RECORDS PROVIDED:

- Opening Delimiter -

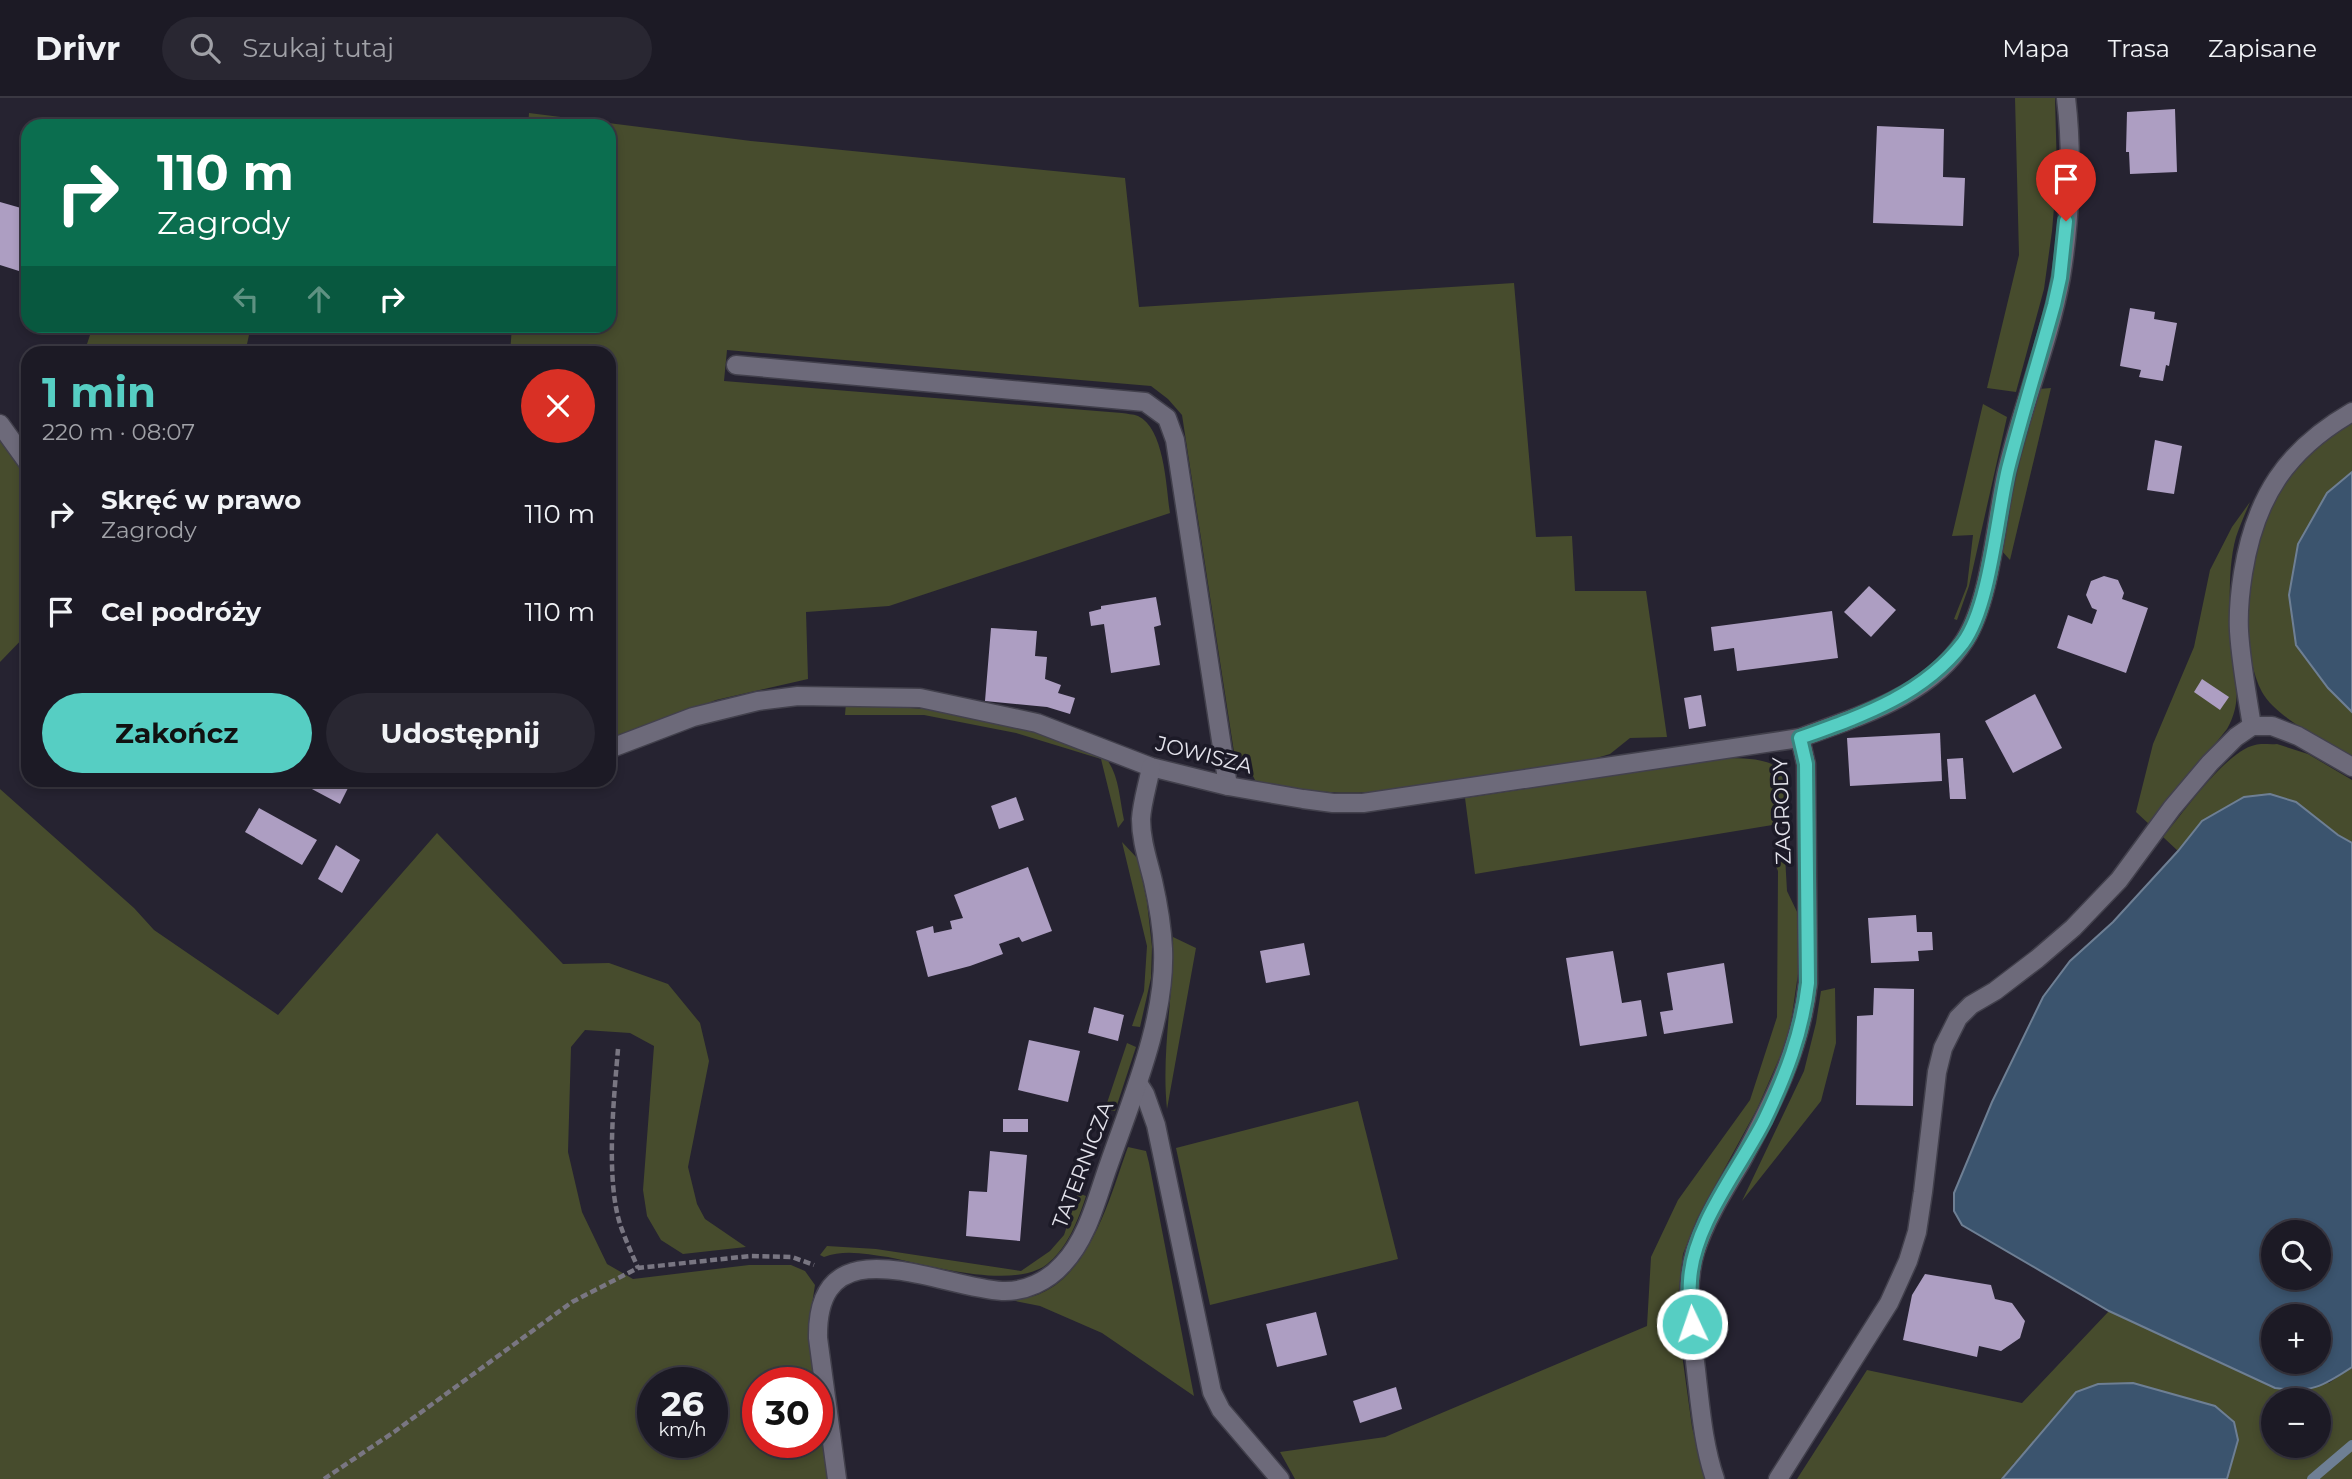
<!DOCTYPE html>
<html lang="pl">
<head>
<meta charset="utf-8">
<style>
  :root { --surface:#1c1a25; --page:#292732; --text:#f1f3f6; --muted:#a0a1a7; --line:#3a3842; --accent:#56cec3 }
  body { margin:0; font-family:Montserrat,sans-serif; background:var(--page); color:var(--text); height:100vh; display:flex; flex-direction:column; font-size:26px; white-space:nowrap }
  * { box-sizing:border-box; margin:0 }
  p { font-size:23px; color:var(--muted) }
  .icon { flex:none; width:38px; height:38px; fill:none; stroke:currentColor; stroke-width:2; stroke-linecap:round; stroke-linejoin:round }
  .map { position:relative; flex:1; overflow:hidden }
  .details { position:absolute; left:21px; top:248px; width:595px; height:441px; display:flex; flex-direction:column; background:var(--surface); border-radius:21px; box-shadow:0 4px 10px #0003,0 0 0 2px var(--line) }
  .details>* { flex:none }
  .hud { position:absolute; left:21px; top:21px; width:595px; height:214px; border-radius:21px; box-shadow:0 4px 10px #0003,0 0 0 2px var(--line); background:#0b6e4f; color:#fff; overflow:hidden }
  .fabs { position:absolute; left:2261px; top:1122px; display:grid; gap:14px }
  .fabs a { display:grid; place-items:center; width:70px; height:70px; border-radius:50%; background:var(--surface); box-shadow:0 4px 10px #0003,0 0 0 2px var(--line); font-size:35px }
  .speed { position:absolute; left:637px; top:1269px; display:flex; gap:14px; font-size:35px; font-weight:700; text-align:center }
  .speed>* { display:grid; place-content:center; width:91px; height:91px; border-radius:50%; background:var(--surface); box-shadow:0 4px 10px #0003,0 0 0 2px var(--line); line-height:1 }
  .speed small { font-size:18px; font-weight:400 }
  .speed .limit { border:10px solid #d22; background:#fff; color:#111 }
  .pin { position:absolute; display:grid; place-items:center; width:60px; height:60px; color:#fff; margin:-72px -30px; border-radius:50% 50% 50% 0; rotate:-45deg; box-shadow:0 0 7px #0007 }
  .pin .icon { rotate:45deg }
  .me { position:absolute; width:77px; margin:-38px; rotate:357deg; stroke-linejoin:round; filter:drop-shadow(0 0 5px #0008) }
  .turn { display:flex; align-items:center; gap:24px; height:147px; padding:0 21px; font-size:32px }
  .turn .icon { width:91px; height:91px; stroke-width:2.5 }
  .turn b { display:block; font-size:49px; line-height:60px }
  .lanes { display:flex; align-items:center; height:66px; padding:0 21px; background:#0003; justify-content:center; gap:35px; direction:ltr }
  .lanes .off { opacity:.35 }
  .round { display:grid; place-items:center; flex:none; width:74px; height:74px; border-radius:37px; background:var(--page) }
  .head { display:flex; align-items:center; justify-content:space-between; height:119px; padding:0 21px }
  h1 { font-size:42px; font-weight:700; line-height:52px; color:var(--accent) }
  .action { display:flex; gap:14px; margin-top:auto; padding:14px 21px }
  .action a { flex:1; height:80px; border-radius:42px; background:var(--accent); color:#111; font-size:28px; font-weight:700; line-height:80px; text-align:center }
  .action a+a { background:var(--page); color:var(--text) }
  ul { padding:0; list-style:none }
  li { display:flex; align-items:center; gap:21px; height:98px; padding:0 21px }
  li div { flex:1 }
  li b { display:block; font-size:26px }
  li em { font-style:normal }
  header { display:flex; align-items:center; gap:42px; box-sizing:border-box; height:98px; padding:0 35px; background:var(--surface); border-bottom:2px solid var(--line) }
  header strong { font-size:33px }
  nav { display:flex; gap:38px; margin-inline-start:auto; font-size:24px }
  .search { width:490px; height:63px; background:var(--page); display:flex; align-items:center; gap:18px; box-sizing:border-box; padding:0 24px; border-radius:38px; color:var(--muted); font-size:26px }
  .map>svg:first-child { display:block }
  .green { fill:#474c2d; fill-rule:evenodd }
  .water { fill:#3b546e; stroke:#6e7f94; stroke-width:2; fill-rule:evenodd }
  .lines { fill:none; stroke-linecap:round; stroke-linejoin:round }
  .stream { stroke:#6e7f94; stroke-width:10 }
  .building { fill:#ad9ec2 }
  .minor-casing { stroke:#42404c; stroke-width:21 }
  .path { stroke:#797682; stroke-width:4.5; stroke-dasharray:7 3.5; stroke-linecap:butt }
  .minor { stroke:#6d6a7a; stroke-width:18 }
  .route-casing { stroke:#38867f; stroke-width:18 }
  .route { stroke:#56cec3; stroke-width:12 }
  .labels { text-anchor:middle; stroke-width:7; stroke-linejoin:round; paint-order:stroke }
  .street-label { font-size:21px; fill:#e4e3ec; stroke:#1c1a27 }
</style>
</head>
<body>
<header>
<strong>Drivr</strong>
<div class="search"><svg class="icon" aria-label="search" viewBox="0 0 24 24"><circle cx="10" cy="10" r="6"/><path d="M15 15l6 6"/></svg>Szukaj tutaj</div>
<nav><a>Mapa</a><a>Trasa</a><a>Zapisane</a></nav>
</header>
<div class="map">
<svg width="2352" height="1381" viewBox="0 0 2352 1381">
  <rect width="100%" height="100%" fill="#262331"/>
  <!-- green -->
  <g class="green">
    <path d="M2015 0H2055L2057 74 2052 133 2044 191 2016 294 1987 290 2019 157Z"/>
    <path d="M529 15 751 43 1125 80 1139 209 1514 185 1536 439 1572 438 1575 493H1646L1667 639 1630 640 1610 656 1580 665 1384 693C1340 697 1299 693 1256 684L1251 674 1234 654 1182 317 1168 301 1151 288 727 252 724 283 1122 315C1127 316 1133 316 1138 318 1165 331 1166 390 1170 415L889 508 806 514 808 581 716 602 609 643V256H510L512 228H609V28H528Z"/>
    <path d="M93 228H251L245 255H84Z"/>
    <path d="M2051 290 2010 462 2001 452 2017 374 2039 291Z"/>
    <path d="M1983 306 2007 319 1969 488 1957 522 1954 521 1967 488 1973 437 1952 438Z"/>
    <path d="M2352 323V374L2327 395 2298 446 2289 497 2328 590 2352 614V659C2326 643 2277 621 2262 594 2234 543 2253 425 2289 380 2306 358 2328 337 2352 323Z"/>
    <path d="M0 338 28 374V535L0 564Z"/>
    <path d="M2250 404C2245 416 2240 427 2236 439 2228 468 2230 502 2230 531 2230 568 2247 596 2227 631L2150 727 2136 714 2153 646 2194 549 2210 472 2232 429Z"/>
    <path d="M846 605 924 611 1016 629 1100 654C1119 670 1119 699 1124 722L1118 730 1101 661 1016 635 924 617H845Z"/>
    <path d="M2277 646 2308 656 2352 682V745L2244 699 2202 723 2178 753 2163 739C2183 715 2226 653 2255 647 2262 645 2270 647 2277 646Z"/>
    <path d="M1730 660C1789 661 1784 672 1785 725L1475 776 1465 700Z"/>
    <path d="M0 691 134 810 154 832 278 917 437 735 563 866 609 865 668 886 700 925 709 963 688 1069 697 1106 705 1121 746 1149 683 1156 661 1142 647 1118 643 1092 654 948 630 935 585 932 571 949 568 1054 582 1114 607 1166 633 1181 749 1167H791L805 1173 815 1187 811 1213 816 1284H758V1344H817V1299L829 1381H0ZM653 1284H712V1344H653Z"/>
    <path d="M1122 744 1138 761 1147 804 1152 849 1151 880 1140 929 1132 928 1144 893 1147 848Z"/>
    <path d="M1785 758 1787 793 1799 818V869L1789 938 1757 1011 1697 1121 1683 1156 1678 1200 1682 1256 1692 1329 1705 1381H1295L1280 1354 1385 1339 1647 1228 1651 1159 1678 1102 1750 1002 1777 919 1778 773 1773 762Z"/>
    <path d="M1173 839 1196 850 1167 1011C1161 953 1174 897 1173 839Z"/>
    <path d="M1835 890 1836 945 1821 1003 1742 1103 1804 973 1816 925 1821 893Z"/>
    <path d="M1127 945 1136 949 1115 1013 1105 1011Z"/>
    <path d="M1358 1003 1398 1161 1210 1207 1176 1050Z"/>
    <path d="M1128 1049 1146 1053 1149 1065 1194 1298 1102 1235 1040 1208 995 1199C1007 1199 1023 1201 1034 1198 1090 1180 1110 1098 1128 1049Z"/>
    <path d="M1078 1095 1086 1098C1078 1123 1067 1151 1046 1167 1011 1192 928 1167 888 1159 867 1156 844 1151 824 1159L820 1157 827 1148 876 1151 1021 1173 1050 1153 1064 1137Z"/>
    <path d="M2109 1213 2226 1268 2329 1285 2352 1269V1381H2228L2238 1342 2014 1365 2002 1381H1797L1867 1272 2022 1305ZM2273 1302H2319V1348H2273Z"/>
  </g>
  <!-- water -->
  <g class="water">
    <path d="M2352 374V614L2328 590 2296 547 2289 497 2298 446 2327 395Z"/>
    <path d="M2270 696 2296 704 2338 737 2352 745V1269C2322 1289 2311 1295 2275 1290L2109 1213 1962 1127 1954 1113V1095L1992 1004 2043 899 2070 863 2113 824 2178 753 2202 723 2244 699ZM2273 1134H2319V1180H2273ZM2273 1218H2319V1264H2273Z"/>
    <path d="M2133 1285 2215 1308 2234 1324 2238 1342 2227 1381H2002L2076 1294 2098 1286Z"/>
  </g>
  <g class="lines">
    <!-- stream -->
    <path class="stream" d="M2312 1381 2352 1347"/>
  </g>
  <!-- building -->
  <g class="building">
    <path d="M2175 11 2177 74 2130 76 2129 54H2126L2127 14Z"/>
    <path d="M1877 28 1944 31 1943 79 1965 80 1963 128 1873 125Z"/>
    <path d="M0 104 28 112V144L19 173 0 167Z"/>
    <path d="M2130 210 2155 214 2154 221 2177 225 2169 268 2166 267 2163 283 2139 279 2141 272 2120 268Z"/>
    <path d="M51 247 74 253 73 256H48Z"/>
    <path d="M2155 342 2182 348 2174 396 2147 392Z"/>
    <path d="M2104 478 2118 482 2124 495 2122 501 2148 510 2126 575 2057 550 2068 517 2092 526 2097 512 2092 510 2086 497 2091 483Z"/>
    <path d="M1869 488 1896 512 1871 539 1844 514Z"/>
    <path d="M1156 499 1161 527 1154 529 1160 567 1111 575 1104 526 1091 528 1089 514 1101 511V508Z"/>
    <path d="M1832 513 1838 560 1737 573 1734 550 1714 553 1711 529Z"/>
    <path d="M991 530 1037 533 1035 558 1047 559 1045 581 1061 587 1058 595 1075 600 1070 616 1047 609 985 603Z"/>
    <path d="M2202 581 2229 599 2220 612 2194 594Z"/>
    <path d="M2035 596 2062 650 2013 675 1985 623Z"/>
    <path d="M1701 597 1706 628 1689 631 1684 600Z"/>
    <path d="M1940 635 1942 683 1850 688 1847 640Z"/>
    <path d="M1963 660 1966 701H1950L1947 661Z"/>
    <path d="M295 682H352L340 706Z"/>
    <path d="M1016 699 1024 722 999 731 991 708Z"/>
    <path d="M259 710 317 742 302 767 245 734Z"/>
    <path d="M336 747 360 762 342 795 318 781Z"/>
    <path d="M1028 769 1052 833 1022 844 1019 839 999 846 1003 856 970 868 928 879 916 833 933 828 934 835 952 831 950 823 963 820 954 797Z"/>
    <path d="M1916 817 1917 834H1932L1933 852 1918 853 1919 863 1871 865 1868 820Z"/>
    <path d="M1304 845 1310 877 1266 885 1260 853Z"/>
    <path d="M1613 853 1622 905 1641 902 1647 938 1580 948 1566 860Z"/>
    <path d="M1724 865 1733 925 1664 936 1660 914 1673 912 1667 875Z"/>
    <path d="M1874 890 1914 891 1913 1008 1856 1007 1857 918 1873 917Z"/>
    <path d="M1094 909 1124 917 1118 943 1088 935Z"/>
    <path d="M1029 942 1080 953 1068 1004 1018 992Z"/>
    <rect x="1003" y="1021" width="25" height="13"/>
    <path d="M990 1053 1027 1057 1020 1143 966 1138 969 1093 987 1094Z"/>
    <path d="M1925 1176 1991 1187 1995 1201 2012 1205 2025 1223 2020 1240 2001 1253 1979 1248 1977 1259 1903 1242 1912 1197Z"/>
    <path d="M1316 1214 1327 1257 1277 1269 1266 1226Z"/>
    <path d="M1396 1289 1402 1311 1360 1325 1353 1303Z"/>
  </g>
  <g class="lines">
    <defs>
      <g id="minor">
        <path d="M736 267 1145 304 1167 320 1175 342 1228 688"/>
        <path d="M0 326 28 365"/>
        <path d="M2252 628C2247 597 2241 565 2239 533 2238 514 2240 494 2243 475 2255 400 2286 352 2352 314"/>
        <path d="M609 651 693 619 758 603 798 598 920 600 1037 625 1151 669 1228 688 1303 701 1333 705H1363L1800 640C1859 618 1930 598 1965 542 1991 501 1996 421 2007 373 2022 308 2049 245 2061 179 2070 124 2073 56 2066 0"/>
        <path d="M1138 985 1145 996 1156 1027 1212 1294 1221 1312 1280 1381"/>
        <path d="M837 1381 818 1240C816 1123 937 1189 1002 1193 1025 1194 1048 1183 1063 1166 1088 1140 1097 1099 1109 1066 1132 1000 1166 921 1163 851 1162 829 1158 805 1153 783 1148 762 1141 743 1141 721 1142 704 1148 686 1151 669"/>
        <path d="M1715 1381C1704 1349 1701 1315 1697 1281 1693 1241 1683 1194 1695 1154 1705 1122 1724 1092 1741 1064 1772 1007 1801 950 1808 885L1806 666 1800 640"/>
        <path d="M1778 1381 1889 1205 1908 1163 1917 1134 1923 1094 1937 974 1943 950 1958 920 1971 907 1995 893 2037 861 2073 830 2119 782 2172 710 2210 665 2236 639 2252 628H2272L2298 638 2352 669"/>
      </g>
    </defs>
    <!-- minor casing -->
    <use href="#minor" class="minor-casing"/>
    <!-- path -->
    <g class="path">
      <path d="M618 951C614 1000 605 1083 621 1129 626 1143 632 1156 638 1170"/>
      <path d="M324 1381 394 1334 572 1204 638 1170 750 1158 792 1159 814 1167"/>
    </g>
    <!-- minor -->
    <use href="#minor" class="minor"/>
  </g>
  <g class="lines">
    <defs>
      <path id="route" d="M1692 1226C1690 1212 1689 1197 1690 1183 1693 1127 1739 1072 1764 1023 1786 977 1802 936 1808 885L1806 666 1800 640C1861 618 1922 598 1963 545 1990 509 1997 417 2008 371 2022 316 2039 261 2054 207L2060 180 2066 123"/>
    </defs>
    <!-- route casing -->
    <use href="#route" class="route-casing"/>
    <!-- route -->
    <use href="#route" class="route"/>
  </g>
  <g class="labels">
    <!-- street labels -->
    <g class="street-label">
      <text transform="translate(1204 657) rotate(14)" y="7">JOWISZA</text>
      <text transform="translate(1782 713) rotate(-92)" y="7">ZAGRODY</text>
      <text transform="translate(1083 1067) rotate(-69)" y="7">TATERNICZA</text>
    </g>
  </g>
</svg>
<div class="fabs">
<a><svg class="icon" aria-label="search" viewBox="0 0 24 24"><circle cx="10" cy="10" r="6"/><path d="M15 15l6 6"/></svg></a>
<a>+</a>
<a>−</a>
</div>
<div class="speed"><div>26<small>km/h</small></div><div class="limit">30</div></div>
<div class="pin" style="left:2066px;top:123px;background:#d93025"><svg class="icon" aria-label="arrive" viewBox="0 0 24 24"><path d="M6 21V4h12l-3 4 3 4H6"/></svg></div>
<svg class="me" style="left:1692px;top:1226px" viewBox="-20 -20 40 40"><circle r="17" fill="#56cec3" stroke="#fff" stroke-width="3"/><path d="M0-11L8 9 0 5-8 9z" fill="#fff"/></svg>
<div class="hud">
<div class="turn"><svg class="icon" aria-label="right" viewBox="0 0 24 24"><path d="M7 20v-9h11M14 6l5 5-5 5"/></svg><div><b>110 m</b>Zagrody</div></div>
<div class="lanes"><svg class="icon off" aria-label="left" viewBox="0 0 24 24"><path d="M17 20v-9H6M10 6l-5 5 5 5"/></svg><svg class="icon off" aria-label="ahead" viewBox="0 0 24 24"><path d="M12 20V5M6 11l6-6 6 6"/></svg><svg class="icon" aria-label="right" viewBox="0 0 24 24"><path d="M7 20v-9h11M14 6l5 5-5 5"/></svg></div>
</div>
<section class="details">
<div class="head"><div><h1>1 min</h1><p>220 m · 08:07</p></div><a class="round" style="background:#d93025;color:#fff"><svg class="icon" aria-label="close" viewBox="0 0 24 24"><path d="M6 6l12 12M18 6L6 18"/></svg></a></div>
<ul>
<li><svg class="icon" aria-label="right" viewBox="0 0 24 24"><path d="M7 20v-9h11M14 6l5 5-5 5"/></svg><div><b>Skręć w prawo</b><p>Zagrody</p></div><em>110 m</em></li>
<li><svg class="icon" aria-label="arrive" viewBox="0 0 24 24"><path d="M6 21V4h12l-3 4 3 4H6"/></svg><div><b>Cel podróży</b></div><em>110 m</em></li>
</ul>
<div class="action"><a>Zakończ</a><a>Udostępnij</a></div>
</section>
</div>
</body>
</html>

- Closing Delimiter -

The answer is a bare number: how many lines of the records contain the string "hidden"?

SOLUTION TO THE EXERCISE: 2